Google Dorks For OSINT




There are entire books dedicated to Google searching and Google hacking. Most of these focus on penetration testing and securing computer networks. These are full of great information, but are often overkill for the investigator looking for quick personal information. A few simple rules can help locate more accurate data.


Search Operators



Most search engines allow the use of commands within the search field. These commands are not actually part of the search terms and are referred to as operators. There are two parts to most operator searches, and each are separated by a colon. To the left of the colon is the type of operator, such as "site" (website) or "ext" (file extension). To the right is the rule for the operator, such as the target domain or file type. This post will explain each operator and the most appropriate uses.


The Site Operator

The site operator asks Google to search within one website or domain. This operator provides two benefits to the search results. First, it will only provide results of pages located on a specific domain. Second, it will provide all of the results containing the search terms on that domain. If you want to view every page on a specific domain that includes your target of interest, the site operator is required.


To see how many pages Google has indexed for a page, enter the following query


site:eforensicsmag.com  


But how many of these are blog posts? Let us find out


site:eforensicsmag.com/blog


NoteGoogle only gives a rough approximation when using this operator. For the full picture, check Google Search Console.


Next, I conducted the following exact search.


site:eforensicsmag.com "Joseph Moronwi"    


The result was all eleven pages on eforensicsmag.com that include my name within the content. This technique can be applied to any domain. This includes social networks, blogs, and any other website that is indexed by search engines. 


To view the subdomains of the target website, enter the following query


site:*.google.com -www


To find unsecure pages of a target domain, enter the following query


site:google.com -inurl:https


Using the same operator, you can restrict your search within one domain type. An example usage is given below.


computer forensics site:gov


This searches for the term computer forensics in all websites with the .gov domain. Jung Kim showed a nice dork to find people within GitHub:


site:github.com/orgs/*/people


Simply replace the asterik (*) with the organisation's name to target people from a specific organization


The Filetype Operator

Another operator that works with both Google and Bing is the filetype filter. It allows you to filter any search results by a single file type extension. While Google allows this operator to be shortened to "ext", Bing does not. When using the filetype suffix with your search terms, Google will restrict the results to web pages that end with this extension.


Consider the following search attempting to locate PDF files associated with the terror group ISIS.


"ISIS" filetype:pdf


There are many uses for this technique.
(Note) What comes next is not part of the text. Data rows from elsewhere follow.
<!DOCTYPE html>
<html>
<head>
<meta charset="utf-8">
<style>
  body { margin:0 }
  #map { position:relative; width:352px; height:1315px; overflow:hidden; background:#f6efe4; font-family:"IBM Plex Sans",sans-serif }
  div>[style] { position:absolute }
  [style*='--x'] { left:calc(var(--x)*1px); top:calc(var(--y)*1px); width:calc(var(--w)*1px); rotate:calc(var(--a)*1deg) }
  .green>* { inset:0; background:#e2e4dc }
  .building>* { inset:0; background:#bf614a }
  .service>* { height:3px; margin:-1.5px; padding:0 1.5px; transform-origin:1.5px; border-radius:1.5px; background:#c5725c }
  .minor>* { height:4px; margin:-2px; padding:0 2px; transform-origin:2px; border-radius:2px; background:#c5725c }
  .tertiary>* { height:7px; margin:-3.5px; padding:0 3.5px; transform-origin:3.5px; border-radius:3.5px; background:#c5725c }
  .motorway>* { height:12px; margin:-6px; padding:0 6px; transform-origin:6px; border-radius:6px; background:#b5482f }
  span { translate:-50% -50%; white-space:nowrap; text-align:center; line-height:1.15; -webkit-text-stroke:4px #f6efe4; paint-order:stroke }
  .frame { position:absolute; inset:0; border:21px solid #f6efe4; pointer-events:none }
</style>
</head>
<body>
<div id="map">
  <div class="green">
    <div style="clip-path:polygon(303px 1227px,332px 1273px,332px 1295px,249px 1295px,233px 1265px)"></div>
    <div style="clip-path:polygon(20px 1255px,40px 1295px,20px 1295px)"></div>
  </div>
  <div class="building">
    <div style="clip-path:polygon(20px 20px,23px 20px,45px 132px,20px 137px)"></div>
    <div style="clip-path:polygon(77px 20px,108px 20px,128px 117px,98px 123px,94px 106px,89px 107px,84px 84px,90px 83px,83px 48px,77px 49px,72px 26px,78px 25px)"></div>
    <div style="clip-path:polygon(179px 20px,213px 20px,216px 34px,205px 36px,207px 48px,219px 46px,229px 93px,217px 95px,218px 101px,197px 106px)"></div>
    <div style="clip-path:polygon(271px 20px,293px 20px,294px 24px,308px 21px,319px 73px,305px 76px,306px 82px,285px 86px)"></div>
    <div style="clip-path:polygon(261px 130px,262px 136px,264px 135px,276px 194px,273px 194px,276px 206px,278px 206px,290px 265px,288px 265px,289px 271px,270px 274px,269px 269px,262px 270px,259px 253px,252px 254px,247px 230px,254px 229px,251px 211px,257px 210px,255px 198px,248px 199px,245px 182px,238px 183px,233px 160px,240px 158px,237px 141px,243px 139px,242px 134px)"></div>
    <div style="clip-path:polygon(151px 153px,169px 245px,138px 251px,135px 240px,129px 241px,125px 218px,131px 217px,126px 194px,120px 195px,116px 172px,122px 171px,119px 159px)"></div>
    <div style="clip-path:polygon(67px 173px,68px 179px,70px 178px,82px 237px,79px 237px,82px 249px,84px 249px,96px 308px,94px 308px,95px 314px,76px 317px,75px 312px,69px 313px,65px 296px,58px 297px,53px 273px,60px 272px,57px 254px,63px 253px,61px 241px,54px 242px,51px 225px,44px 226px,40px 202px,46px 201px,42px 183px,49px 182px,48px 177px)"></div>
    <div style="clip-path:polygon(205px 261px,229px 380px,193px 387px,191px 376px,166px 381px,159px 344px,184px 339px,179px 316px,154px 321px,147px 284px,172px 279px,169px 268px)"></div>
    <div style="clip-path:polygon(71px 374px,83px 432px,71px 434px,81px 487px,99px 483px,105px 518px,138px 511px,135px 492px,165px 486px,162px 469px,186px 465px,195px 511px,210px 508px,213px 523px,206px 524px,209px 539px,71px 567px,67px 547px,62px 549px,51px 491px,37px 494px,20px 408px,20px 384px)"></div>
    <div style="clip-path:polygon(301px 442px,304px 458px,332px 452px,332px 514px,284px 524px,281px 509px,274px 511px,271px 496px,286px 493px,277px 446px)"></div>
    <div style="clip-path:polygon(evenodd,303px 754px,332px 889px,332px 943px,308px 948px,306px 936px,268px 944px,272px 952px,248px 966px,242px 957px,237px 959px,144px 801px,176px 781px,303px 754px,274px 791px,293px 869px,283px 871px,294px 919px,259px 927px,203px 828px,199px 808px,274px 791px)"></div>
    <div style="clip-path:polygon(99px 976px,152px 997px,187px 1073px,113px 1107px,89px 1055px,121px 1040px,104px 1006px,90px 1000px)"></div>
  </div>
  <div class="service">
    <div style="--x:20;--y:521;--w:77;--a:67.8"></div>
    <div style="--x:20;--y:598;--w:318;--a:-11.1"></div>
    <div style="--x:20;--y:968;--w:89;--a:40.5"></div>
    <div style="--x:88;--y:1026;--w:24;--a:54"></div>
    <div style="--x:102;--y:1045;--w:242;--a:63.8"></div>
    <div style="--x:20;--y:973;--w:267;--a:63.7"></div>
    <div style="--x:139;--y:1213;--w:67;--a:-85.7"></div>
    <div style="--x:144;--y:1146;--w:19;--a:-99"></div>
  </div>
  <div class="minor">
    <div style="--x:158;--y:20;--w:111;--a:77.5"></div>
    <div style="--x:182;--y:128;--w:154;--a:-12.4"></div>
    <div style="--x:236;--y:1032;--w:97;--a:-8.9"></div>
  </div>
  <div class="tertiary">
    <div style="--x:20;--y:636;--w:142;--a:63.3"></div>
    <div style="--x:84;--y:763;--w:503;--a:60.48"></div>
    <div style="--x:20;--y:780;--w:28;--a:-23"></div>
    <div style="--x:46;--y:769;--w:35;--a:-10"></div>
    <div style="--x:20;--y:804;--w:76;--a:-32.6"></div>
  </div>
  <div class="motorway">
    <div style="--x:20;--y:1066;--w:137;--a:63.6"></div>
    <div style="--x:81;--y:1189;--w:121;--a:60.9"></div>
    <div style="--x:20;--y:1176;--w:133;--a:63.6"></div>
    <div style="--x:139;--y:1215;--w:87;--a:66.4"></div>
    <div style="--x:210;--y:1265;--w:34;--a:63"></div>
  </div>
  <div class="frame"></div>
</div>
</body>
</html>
A search of filetype:doc "resume" "target name" often provides resumes created by the target which can include cellular telephone numbers, personal addresses, work history, education information, references, and other personal information that would never be intentionally posted to the internet. The "filetype" operator can identify any file by the file type within any website. This can be combined with the "site" operator to find all files of any type on a single domain. By conducting the following searches, I was able to find several documents stored on the website cnn.com


site:cnn.com filetype:pdf
site:cnn.com filetype:pptx
site:cnn.com filetype:doc


Previously, Google and Bing indexed media files by type, such as MP3, MP4, AVI, and others. Due to abuse of pirated content, this no longer works well. The following extensions have been found to be indexed and provide valuable results. 


7Z: Compressed File 
BMP: Bitmap Image 
DOC: Microsoft Word 
DOCX: Microsoft Word 
DWF: Autodesk 
GIF: Animated Image 
HTM: Web Page 
HTML: Web Page 
JPG: Image 
Hyphen (-) 
JPEG: Image 
KML: Google Earth 
KMZ: Google Earth 
ODP: OpenOffice 
Presentation 
ODS: OpenOffice 
Spreadsheet 
ODT: OpenOffice Text 
PDF: Adobe Acrobat 
PNG: Image 
PPT: Microsoft PowerPoint 
PPTX: Microsoft PowerPoint 
RAR: Compressed File 
RTF: Rich Text Format 
TXT: Text File 
XLS: Microsoft Excel 
XLSX: Microsoft Excel 
ZIP: Compressed File  


The Exclusion operator (-)

You may want to exclude some content from appearing within results. The hyphen (-) tells most search engines and social networks to exclude the text immediately following from any results. It is important to never include a space between the hyphen and filtered text. The following query shows all links to my blog excluding the internal links.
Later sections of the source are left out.